[Work instruction]: Your answer should be the complete set of entries, transcribed exactly.

[Data provided]:
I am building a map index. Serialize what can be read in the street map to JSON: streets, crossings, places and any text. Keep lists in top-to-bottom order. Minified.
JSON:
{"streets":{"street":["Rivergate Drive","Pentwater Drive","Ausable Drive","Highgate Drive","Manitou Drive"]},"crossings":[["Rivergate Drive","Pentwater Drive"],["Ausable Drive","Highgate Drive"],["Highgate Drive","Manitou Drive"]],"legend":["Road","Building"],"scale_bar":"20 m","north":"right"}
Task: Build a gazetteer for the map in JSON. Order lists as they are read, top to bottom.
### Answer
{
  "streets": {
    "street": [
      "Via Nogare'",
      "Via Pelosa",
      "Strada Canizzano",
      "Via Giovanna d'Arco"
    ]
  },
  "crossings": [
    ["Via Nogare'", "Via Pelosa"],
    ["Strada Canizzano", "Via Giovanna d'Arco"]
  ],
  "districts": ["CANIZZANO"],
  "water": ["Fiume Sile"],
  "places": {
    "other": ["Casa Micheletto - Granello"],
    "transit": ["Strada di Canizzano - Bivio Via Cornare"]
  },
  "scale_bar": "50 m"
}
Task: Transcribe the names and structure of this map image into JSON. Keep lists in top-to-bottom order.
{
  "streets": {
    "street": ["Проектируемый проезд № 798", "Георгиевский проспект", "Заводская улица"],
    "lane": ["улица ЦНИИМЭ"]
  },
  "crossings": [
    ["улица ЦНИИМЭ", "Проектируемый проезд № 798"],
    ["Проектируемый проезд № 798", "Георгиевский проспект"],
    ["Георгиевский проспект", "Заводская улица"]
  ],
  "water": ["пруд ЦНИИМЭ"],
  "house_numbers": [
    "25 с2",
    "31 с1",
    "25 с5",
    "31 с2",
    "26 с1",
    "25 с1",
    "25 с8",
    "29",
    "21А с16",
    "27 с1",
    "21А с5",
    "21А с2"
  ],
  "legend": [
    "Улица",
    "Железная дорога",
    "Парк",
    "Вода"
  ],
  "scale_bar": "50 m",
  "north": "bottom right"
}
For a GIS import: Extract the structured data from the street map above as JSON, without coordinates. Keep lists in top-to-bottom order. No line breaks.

[Answer to the problem]:
I am building a map index. Serialize what can be read in the street map to JSON: streets, crossings, places and any text. Keep lists in top-to-bottom order. Minified.
JSON:
{"streets":{"street":["Rivergate Drive","Pentwater Drive","Ausable Drive","Highgate Drive","Manitou Drive"]},"crossings":[["Rivergate Drive","Pentwater Drive"],["Ausable Drive","Highgate Drive"],["Highgate Drive","Manitou Drive"]],"legend":["Road","Building"],"scale_bar":"20 m","north":"right"}
Task: Build a gazetteer for the map in JSON. Order lists as they are read, top to bottom.
### Answer
{
  "streets": {
    "street": [
      "Via Nogare'",
      "Via Pelosa",
      "Strada Canizzano",
      "Via Giovanna d'Arco"
    ]
  },
  "crossings": [
    ["Via Nogare'", "Via Pelosa"],
    ["Strada Canizzano", "Via Giovanna d'Arco"]
  ],
  "districts": ["CANIZZANO"],
  "water": ["Fiume Sile"],
  "places": {
    "other": ["Casa Micheletto - Granello"],
    "transit": ["Strada di Canizzano - Bivio Via Cornare"]
  },
  "scale_bar": "50 m"
}
Task: Transcribe the names and structure of this map image into JSON. Keep lists in top-to-bottom order.
{
  "streets": {
    "street": ["Проектируемый проезд № 798", "Георгиевский проспект", "Заводская улица"],
    "lane": ["улица ЦНИИМЭ"]
  },
  "crossings": [
    ["улица ЦНИИМЭ", "Проектируемый проезд № 798"],
    ["Проектируемый проезд № 798", "Георгиевский проспект"],
    ["Георгиевский проспект", "Заводская улица"]
  ],
  "water": ["пруд ЦНИИМЭ"],
  "house_numbers": [
    "25 с2",
    "31 с1",
    "25 с5",
    "31 с2",
    "26 с1",
    "25 с1",
    "25 с8",
    "29",
    "21А с16",
    "27 с1",
    "21А с5",
    "21А с2"
  ],
  "legend": [
    "Улица",
    "Железная дорога",
    "Парк",
    "Вода"
  ],
  "scale_bar": "50 m",
  "north": "bottom right"
}
For a GIS import: Extract the structured data from the street map above as JSON, without coordinates. Keep lists in top-to-bottom order. No line breaks.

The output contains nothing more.